Pacaya River
We have now reached the halfway point of our expedition, considering the total distance we have and will travel by river on this trip. We have navigated over 160 miles and will spend the entire day today in this pristine area around the Pacaya River. “Knock-knock” this morning was at 0600 and the day dawned clear and bright as we boarded the skiffs. The “Primo-Luis” fan club skiff departed first as usual and Reny and Rudy took their boats out shortly afterwards.

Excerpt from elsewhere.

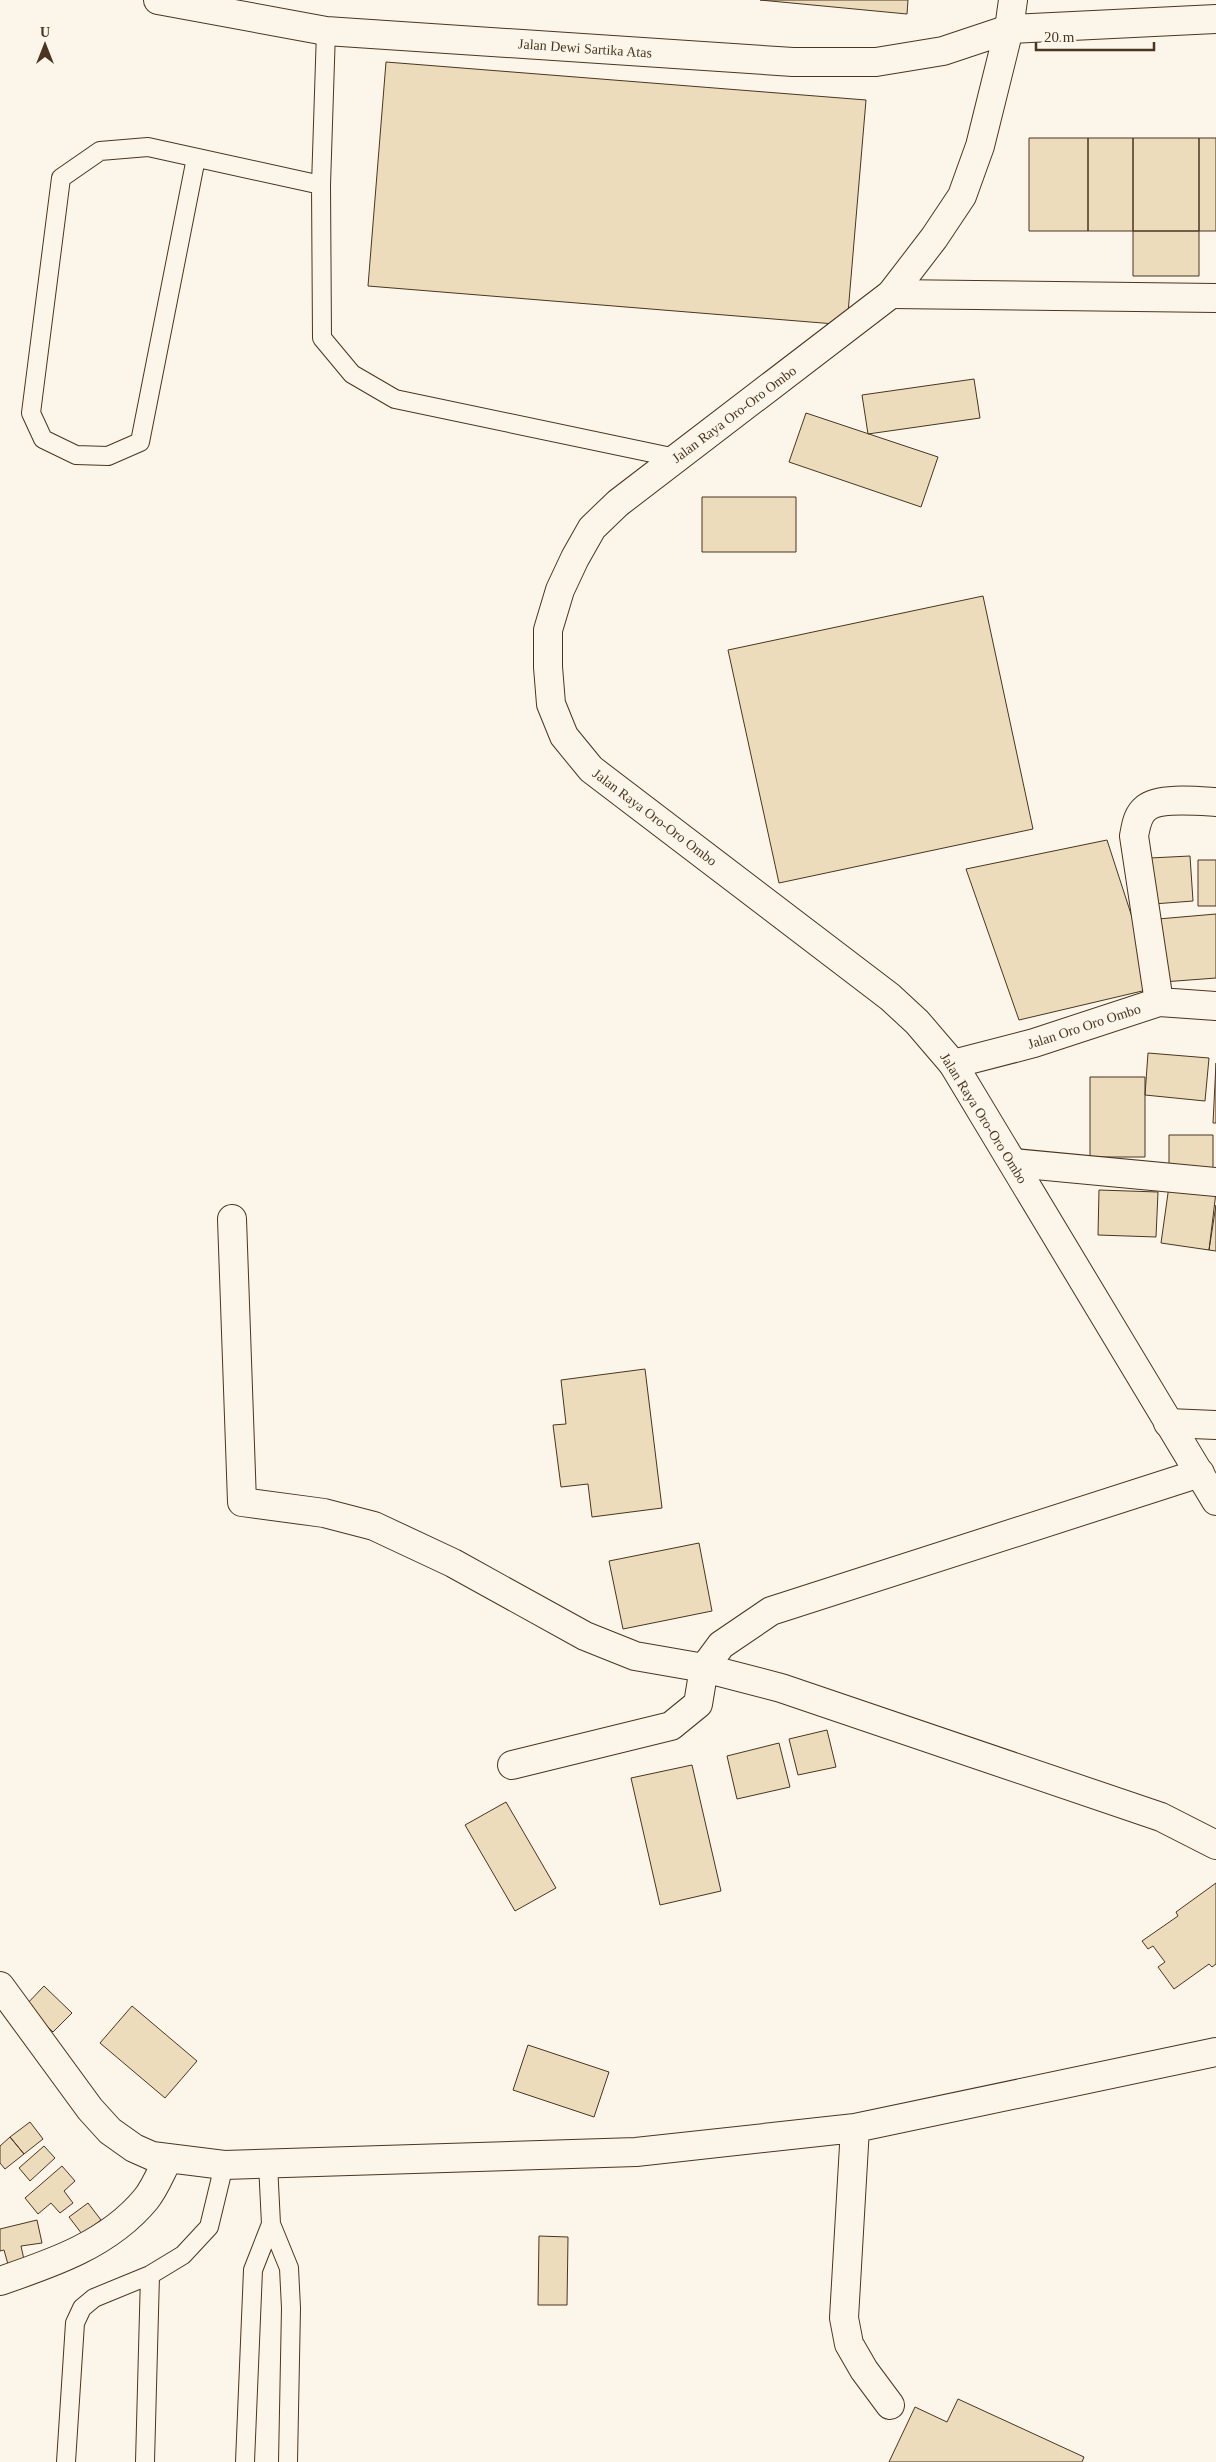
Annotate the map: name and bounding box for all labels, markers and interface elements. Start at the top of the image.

This morning once again we had fabulous wildlife viewing! We found some of everything: mammals, (squirrel monkeys galore—scampering up vines and along the limbs and flying from branch to branch, many with heavy babies on their backs and our sloth of the day, too) reptiles (green iguanas and an eight-foot caiman), amphibians (a colorful yellow clown frog that came with us to our breakfast in the skiffs), and numerous birds of all colors, shapes, sizes, and species (some of the more noteworthy that we saw were: a great potoo sleeping in the sun and looking exactly like a stub on the tree, a rufescent tiger heron building a nest, a darling ferruginous pygmy owl and blue-and-yellow macaws in the sun that were spectacular!)
Barman/waiter Denny and our team of naturalists put on white gloves to serve us unique “jungle sandwiches” for breakfast. Chef Raul and the kitchen assistants had risen this morning in the wee hours to make sweet potato and yuca flour from scratch, and we loved these savory and unusual rolls. A yellow-headed caracara flew in to alight on a dead branch above us to investigate; three skiffs tied together in the shade of an orchid- and bromeliad-laden tree, which is an uncommon sight on the unspoiled Pacaya River!
Later, back on the Delfin II, guest Albert Dickas and I gave a joint power point presentation about the geology of the Amazon Basin and then our cabins boys, Jorge and Wilson (with Denny as host) showed us how to fold towels—towel origami—is what they called this fun exercise.
At lunch Reny introduced the Delfin II’s Captain Remigio Teran and his crew to us and we enjoyed another delicious meal. After a welcome and well deserved siesta, we were ready for another Pacaya River adventure. And boy did we have one! In the three skiffs we motored up the river, taking a shortcut across a swamp where we had to force our way through the thick aquatic vegetation and Primo had to pull Miguel’s boat into the open water. When we reached Yanayacu Lake (Yanayacu is an often used name in this area as it means “black water” in Quichua), Rudy’s boat headed to the center of the lake where they had lots of fun swimming in tepid, tea-colored water with more than a half dozen pink dolphins (the total count was either 7 or 8 depending whom I asked) cavorting around them.
Luis and Reny—with Primo and Paul as drivers—continued on up the Pacaya deeper into the Reserve. Beyond the lake, no one is allowed to fish, so this is truly a pristine, unchanged area. We were hoping to see howler monkeys along this section of the river and to our delight everyone saw plenty of them! All of our guests joined us on this afternoon’s outing and every one of us had the luck to see several troops of howlers – big, deep red and black monkeys that easily ran up and down the tree trunks and leapt effortlessly long distances from branch to branch. Other highlights on the Pacaya were many squirrel monkeys with babies, brown capuchins playing in a comfortable crotch of a large tree and the gorgeous late afternoon light as the sun set and the full moon rose through the forest trees. We raced along as dusk fell, navigated quickly through the tricky and darkening swamp and, as the stars and planets blazed overhead and the yellow light of the moon shimmered on the dark waters of the Pacaya River soon were back to the comforts of the Delfin II. What a breathtakingly beautiful skiff trip back to the boat; that is one magnificent evening I will never forget.